An Sionnach Rua said:


> Also, I was not referring to "botnet"!



My apologies. This is Bits and Bytes, so I assumed you were questioning Verix's technical skill. Carry on.


----------



## Aurali (Jun 17, 2008)

Pi said:


> This is because when asked to prove you know what you're talking about, you start to make it painfully clear that you're just spewing crap. 8)



^^ See. I can make lemonade out of lemons.. how you make cranberry sauce I'll never know..


----------



## Pi (Jun 18, 2008)

Eli said:


> ^^ See. I can make lemonade out of lemons.. how you make cranberry sauce I'll never know..



I have no idea what in hell that is supposed to mean, other than possibly some oblique and vague insult directed towards me. Is English your native tongue?


----------



## Aurali (Jun 18, 2008)

Pi said:


> I have no idea what in hell that is supposed to mean, other than possibly some oblique and vague insult directed towards me. Is English your native tongue?



It's an oblique and vague... but minor insult. I'm saying that I'm taking this negativity in my favor, making jokes about it and such. The second part has another meaning to it, but I'm gonna let you think about it.


----------



## Pi (Jun 18, 2008)

Eli said:


> It's an oblique and vague... but minor insult. I'm saying that I'm taking this negativity in my favor, making jokes about it and such. The second part has another meaning to it, but I'm gonna let you think about it.



If that's how you want to live your life. I guess ignorance really is bliss.

I leave you with the bottom 3 panels:


----------



## Aurali (Jun 18, 2008)

Then. I guess. You agree with my statement then.


----------



## Pi (Jun 18, 2008)

Eli said:


> Then. I guess. You agree with my statement then.



What? No. I'm saying you can't communicate and you think you're clever, but that really, you're not clever, *and* you're ignorant.

Most people can't agree with something that's so incoherent as to be impossible to understand, see:



			
				Alice said:
			
		

> I think that xjeltt fnjkrrr the bjsioseyu causes bhjyu2i in kjsbiop;;





			
				Bob said:
			
		

> What the fuck are you even talking about?





			
				Alice said:
			
		

> Oh you agree with me then?


----------



## Aurali (Jun 18, 2008)

Pi said:


> What? No. I'm saying you can't communicate and you think you're clever, but that really, you're not clever, *and* you're ignorant.
> 
> Most people can't agree with something that's so incoherent as to be impossible to understand, see:



Is it really that I'm not being understood? Or are you just not thinking enough outside the box to see what I'm trying to do?


----------



## Pi (Jun 18, 2008)

Eli said:


> Is it really that I'm not being understood?
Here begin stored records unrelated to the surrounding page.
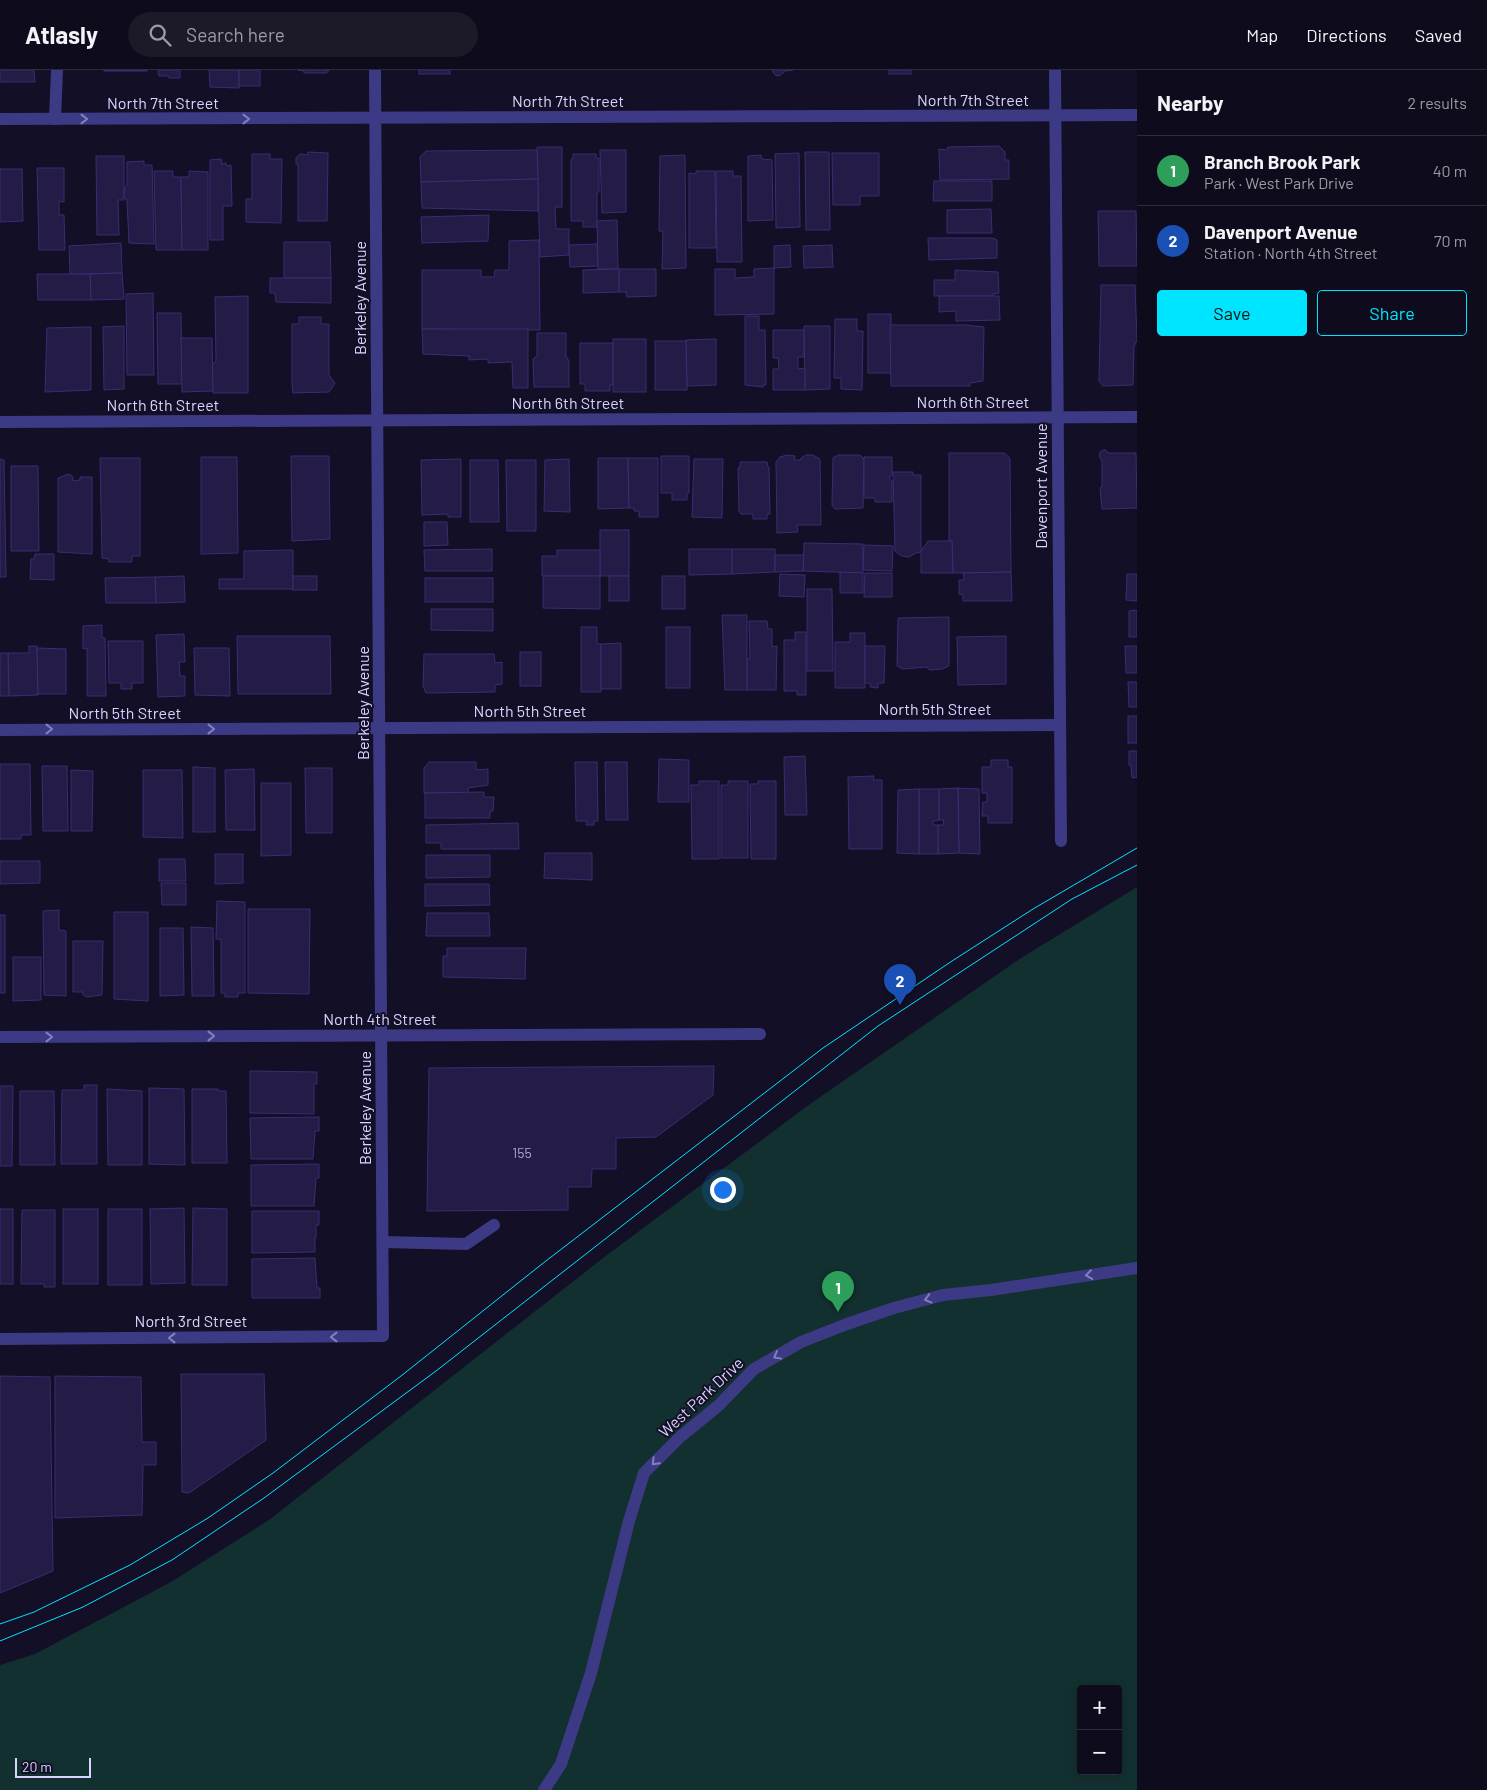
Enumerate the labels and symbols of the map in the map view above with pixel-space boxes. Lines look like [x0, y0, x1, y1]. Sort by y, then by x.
street label: North 7th Street [917, 90, 1029, 109]
street label: North 7th Street [512, 91, 624, 110]
street label: North 7th Street [107, 93, 219, 112]
one-way arrow [80, 114, 88, 124]
one-way arrow [242, 114, 250, 124]
street label: Berkeley Avenue [350, 241, 369, 355]
street label: North 6th Street [917, 392, 1029, 411]
street label: North 6th Street [512, 393, 624, 412]
street label: North 6th Street [107, 395, 219, 414]
street label: Davenport Avenue [1031, 423, 1050, 549]
street label: Berkeley Avenue [353, 646, 372, 760]
street label: North 5th Street [879, 699, 991, 718]
street label: North 5th Street [474, 701, 586, 720]
street label: North 5th Street [69, 703, 181, 722]
one-way arrow [45, 724, 53, 734]
one-way arrow [208, 724, 215, 734]
pin: 2 [884, 964, 916, 1005]
street label: North 4th Street [323, 1009, 437, 1028]
one-way arrow [208, 1031, 215, 1041]
one-way arrow [45, 1032, 53, 1042]
street label: Berkeley Avenue [355, 1051, 374, 1165]
house number: 155 [512, 1144, 532, 1161]
your location [710, 1177, 736, 1203]
one-way arrow [1085, 1270, 1093, 1280]
pin: 1 [822, 1271, 854, 1312]
one-way arrow [924, 1293, 933, 1304]
street label: North 3rd Street [135, 1311, 247, 1330]
one-way arrow [330, 1332, 338, 1342]
one-way arrow [167, 1333, 175, 1343]
one-way arrow [773, 1350, 782, 1360]
street label: West Park Drive [654, 1353, 747, 1441]
one-way arrow [651, 1456, 660, 1465]
scale bar [15, 1755, 91, 1778]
Or are you just not thinking enough outside the box to see what I'm trying to do?



I've asked a handful of other, very smart people, to try and figure out what in fuck you meant by the cranberries thing. Not one had a clue.

Repeat after me: Communicating badly then acting smug when you're misunderstood is not cleverness. Communicating badly then acting smug when you're misunderstood is not cleverness. Communicating badly then acting smug when you're misunderstood is not cleverness. 

But you don't care that you can't communicate for shit, I forgot.


----------



## Aurali (Jun 18, 2008)

Now are you sure? Seriously. It's not hard to figure out what I'm trying to do. But lets continue this in a PM. Don't like spamming threads.


----------



## Pi (Jun 18, 2008)

Eli said:


> Now are you sure? Seriously. It's not hard to figure out what I'm trying to do. But lets continue this in a PM. Don't like spamming threads.



It sounds to me like you're trying to make shitty analogies and then act "profounder-than-thou" when they don't parse as English.


----------



## nrr (Jun 18, 2008)

Eli said:


> Is it really that I'm not being understood? Or are you just not thinking enough outside the box to see what I'm trying to do?


There's a time and a place for being a clever monkey, Eli.  As much a fan of wordplay as I am, I can't stand to do it every waking hour of every day because this wonderful thing called fatigue sets in after a while.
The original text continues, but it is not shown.